2012年6月8日星期五

Jail Time for Sloppy Processes?

Think you’re having a bad day? Consider the CEOs and CFOs of the nation’s biggest banks that have been caught up in the robo-signing scandal. They may be personally liable for staggering sums if judges agree that they violated Sarbanes-Oxley and a few other federal regulations by allowing the robo-signing to take place. Their shareholders could be hurt badly, too.

Robo-signing, that funny-at-first moniker, refers to the back-office mess and legal woes created when employees in the mortgage servicing departments signed heaps of foreclosure affidavits without actually checking the information. According to American Banker, a trade newspaper, the three largest loan servicers could be saddled with $13 billion in so-called repurchase losses.

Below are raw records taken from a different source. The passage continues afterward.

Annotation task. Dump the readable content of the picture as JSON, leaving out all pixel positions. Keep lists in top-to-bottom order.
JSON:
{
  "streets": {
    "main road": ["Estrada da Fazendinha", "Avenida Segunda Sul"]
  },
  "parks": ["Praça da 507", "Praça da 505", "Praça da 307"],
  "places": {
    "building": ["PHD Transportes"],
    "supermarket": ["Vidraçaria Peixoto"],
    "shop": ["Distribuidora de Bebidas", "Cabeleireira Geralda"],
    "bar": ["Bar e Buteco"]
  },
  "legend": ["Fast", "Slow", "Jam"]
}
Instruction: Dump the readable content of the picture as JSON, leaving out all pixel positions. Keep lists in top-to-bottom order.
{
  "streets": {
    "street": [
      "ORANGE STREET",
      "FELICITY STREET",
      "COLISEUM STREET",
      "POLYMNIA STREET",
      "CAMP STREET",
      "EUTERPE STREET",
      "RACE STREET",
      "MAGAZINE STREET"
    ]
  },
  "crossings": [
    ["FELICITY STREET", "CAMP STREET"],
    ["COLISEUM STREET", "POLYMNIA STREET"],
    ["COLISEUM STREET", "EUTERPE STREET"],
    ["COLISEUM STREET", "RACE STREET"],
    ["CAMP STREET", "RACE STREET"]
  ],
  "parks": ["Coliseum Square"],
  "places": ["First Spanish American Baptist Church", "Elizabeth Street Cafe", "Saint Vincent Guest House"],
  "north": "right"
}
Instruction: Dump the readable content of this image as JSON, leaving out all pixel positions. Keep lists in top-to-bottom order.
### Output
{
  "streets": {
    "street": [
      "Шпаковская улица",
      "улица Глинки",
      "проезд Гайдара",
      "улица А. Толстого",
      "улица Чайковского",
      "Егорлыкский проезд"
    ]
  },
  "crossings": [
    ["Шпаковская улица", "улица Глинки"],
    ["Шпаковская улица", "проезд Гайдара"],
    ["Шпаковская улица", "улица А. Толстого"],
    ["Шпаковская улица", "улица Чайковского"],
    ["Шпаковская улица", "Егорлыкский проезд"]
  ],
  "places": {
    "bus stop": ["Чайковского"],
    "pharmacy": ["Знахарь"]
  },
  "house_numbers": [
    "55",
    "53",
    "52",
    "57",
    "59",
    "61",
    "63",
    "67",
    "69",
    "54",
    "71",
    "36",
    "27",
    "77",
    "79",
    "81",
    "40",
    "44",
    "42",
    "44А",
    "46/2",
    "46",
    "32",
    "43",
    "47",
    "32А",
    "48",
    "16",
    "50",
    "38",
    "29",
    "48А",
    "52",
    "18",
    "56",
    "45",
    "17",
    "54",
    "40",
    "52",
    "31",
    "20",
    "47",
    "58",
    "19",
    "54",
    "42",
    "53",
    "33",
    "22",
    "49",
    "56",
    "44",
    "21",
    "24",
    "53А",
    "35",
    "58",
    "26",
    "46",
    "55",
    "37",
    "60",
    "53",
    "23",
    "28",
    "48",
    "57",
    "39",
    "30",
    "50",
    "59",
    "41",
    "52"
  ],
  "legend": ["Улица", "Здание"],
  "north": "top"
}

One analyst mentioned a range of $55 billion to $120 billion in repurchase losses. At this stage, the exposures are hard to define. But if things go badly for these banks, the repurchase losses will be small compared to the economic punch they could take if buyers of subprime mortgage securities prevail in court.

When Bank of America released its earnings on October 19, it signaled to shareholders that Bank of America would fight hard to protect their money from angry mobs (and their lawyers). Bank of America, which inherited the problem in an acquisition, along with Wells Fargo, Ally Financial, GMAC Mortgage, and several others, may be caught up in intense and expensive courtroom battles for some time.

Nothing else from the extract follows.